About

About Digitized Devotion

Digitized Devotion is a database that brings together information about 508 books of hours, prayer books, psalters, and other medieval materials containing elements of books of hours from four institutions:

Digitized Devotion is a joint project of Emma Dove and Lauren Kim, who worked together during the COVID-19 pandemic with the goal of making data about medieval devotional manuscripts across institutions more accessible to a wider audience.

About Books of Hours

Books of hours, often called “the medieval best seller,” were personal Christian prayer books that guided their typically lay users through key components of the Divine Office – a set of prayers, psalms, hymns, and antiphons that constituted the daily routine of medieval monasticism and marked eight canonical hours throughout the day.

Between c. 1225, when the first books of hours began to appear, and 1571, when Pope Pius V prohibited the use of all existing books of hours, more of these prayer books were created than any other type of book, including the Bible.[1]Sandra Hindman and James H. Marrow, eds., Books of Hours Reconsidered, Studies in Medieval and Early Renaissance Art History (Turnhout: Brepols, 2013), 5.

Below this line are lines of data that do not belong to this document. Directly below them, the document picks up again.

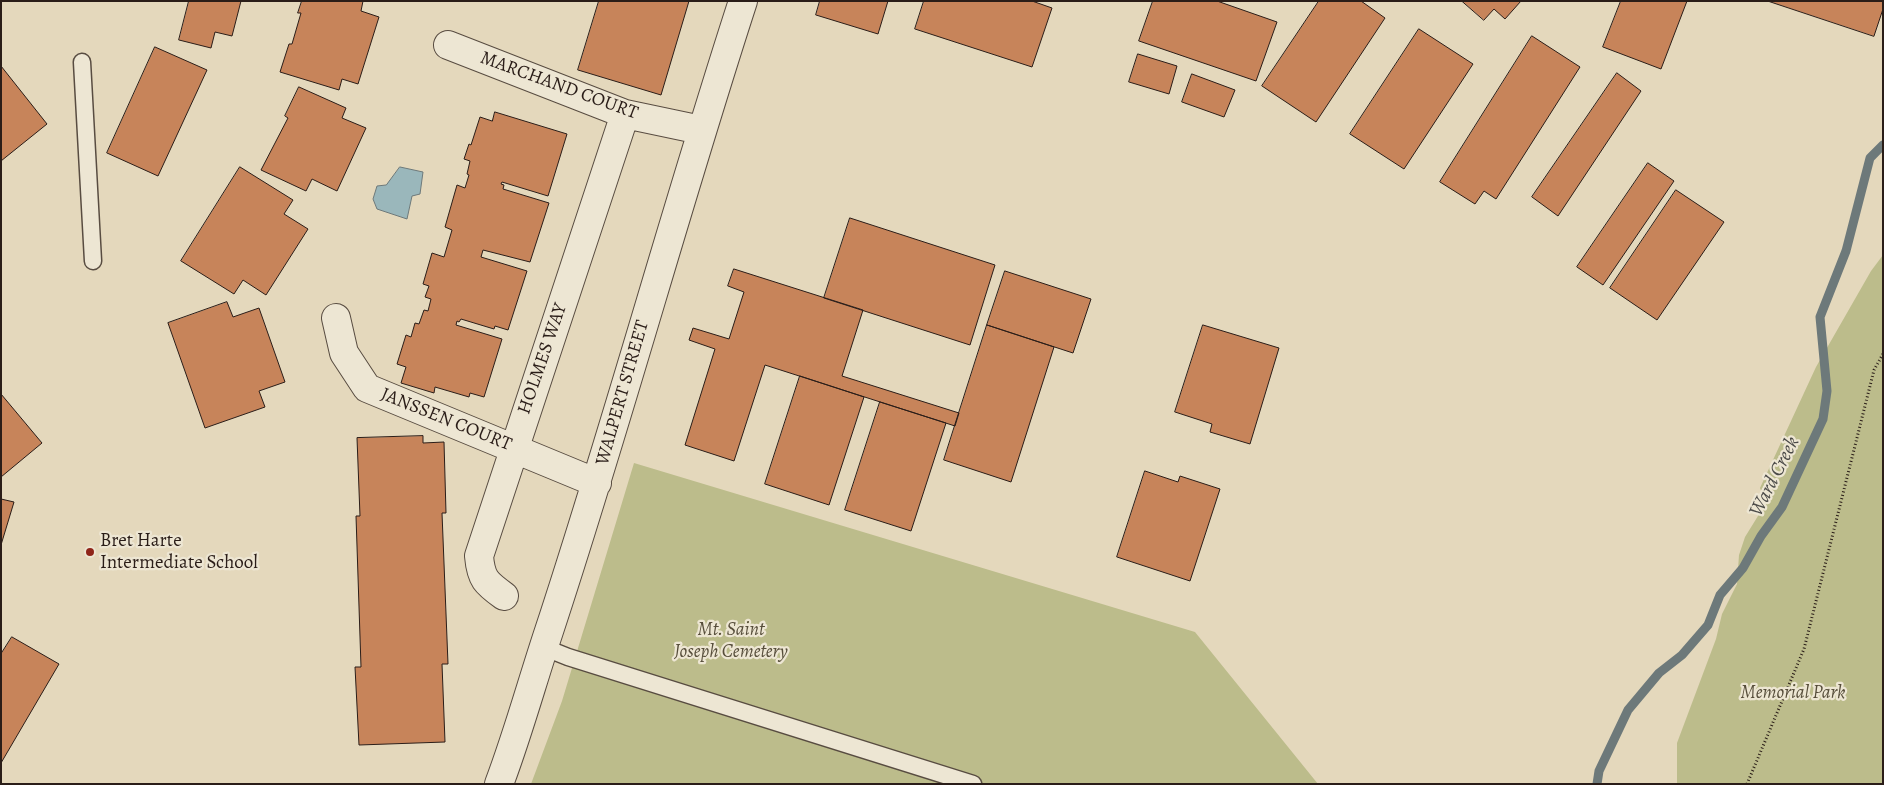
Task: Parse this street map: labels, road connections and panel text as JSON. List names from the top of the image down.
{
  "streets": {
    "street": [
      "MARCHAND COURT",
      "HOLMES WAY",
      "WALPERT STREET",
      "JANSSEN COURT"
    ]
  },
  "crossings": [
    ["MARCHAND COURT", "HOLMES WAY"],
    ["MARCHAND COURT", "WALPERT STREET"],
    ["HOLMES WAY", "JANSSEN COURT"],
    ["WALPERT STREET", "JANSSEN COURT"]
  ],
  "water": ["Ward Creek"],
  "parks": ["Mt. Saint Joseph Cemetery", "Memorial Park"],
  "places": ["Bret Harte Intermediate School"]
}
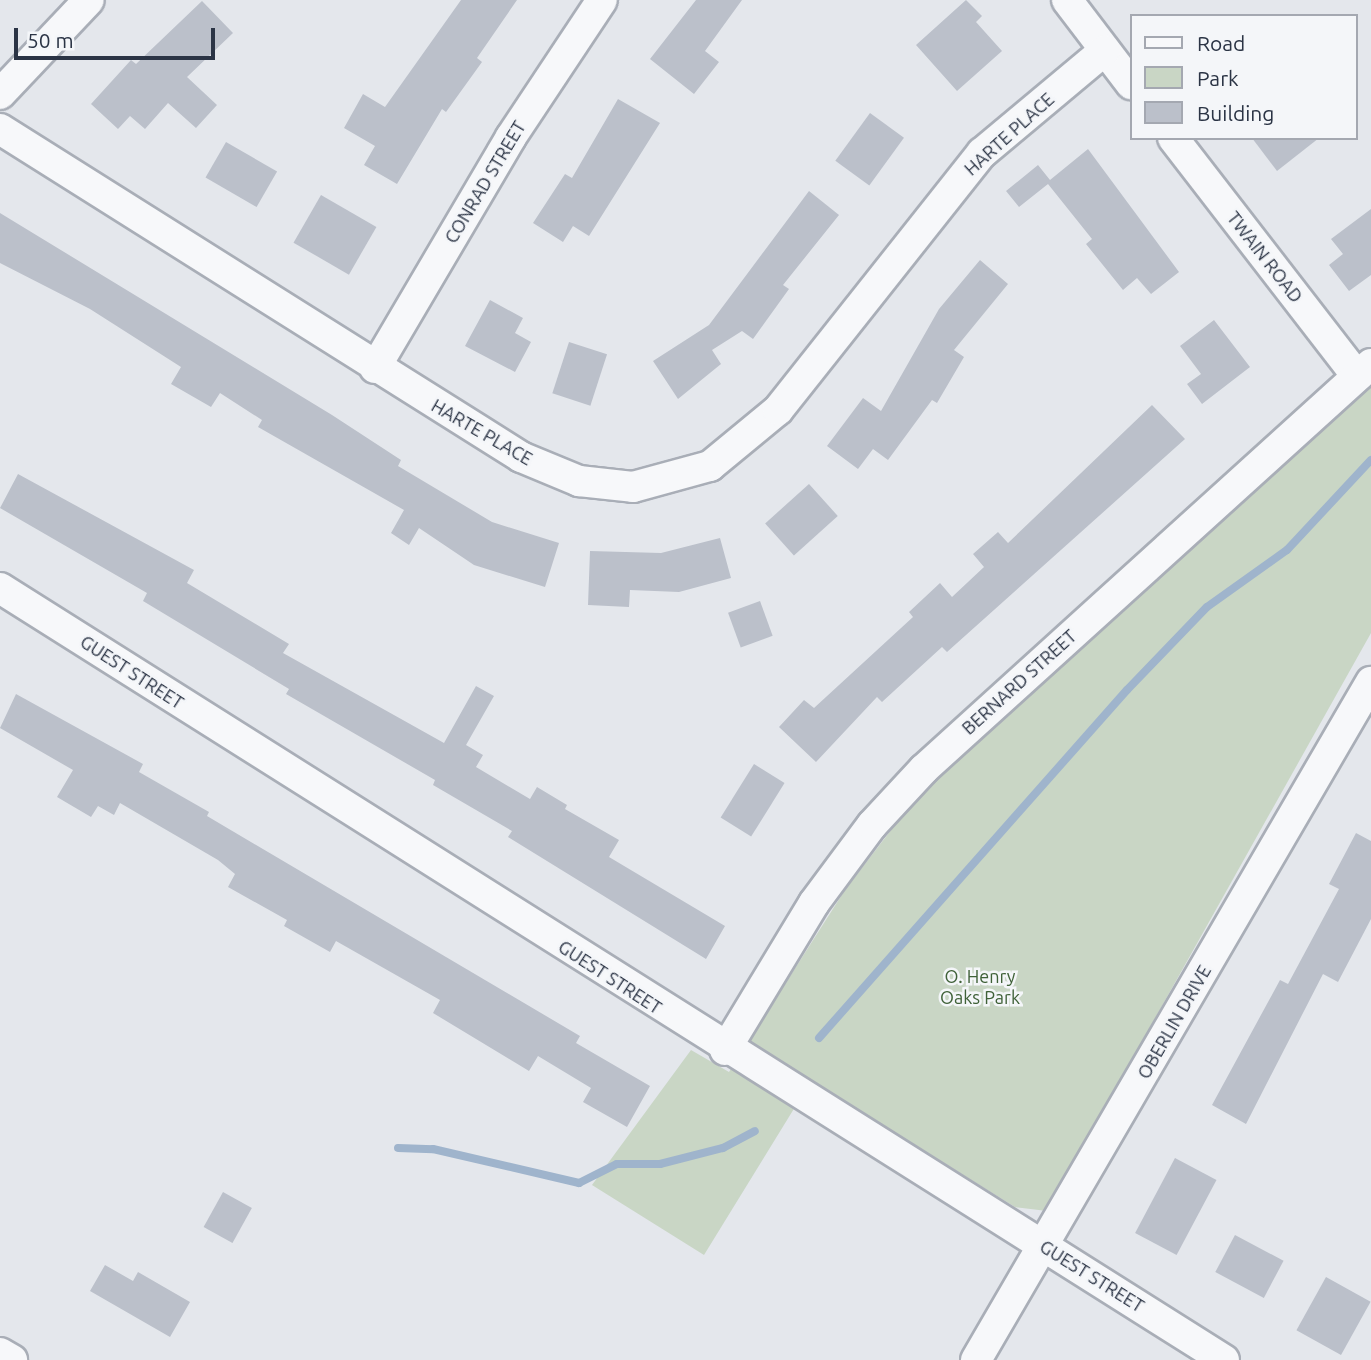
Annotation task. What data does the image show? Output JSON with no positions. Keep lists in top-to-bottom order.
{
  "streets": {
    "street": [
      "HARTE PLACE",
      "CONRAD STREET",
      "TWAIN ROAD",
      "GUEST STREET",
      "BERNARD STREET",
      "OBERLIN DRIVE"
    ]
  },
  "crossings": [
    ["HARTE PLACE", "CONRAD STREET"],
    ["TWAIN ROAD", "BERNARD STREET"],
    ["GUEST STREET", "BERNARD STREET"],
    ["GUEST STREET", "OBERLIN DRIVE"]
  ],
  "parks": ["O. Henry Oaks Park"],
  "legend": ["Road", "Park", "Building"],
  "scale_bar": "50 m"
}
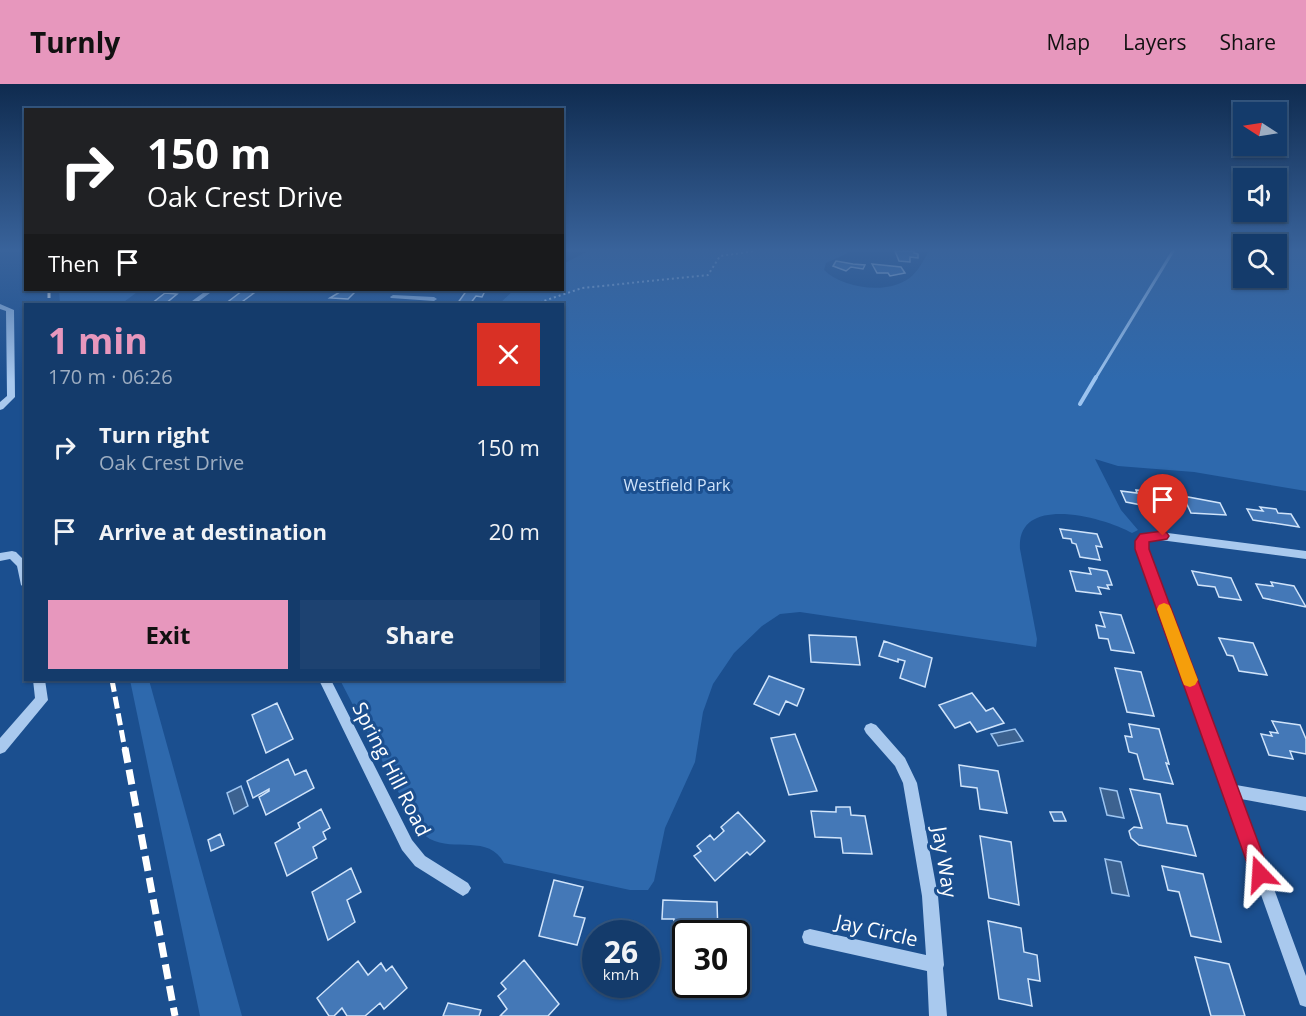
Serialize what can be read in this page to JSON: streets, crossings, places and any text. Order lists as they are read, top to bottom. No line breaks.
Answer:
{"streets":{"street":["Spring Hill Road","Jay Way","Jay Circle"]},"crossings":[["Jay Way","Jay Circle"]],"parks":["Westfield Park"],"north":"left","page":{"header":"Turnly","nav":["Map","Layers","Share"],"turn":["150 m","Oak Crest Drive"],"then":"Then","heading":["1 min","170 m · 06:26"],"list":[{"name":"Turn right","note":"Oak Crest Drive","value":"150 m"},{"name":"Arrive at destination","value":"20 m"}],"buttons":["Exit","Share"],"speed":"26 km/h","limit":"30"}}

Books of hours contain a remarkable range of visual, material, and textual variation, in part because they evolved from psalters (books containing the Biblical psalms) and breviaries (books containing the Divine Office), and in part because they often contain personalized elements – programs of texts and images created or included specifically for their owners, and even owner portraits that allowed devotees to visualize themselves amidst the contents of their prayer books.

Books of hours survive in large numbers, and the diverse range of material they contain makes them prime sites for the exploration of the practices and identities of late-medieval Christians and their changing communities.

References

References
1 Sandra Hindman and James H. Marrow, eds., Books of Hours Reconsidered, Studies in Medieval and Early Renaissance Art History (Turnhout: Brepols, 2013), 5.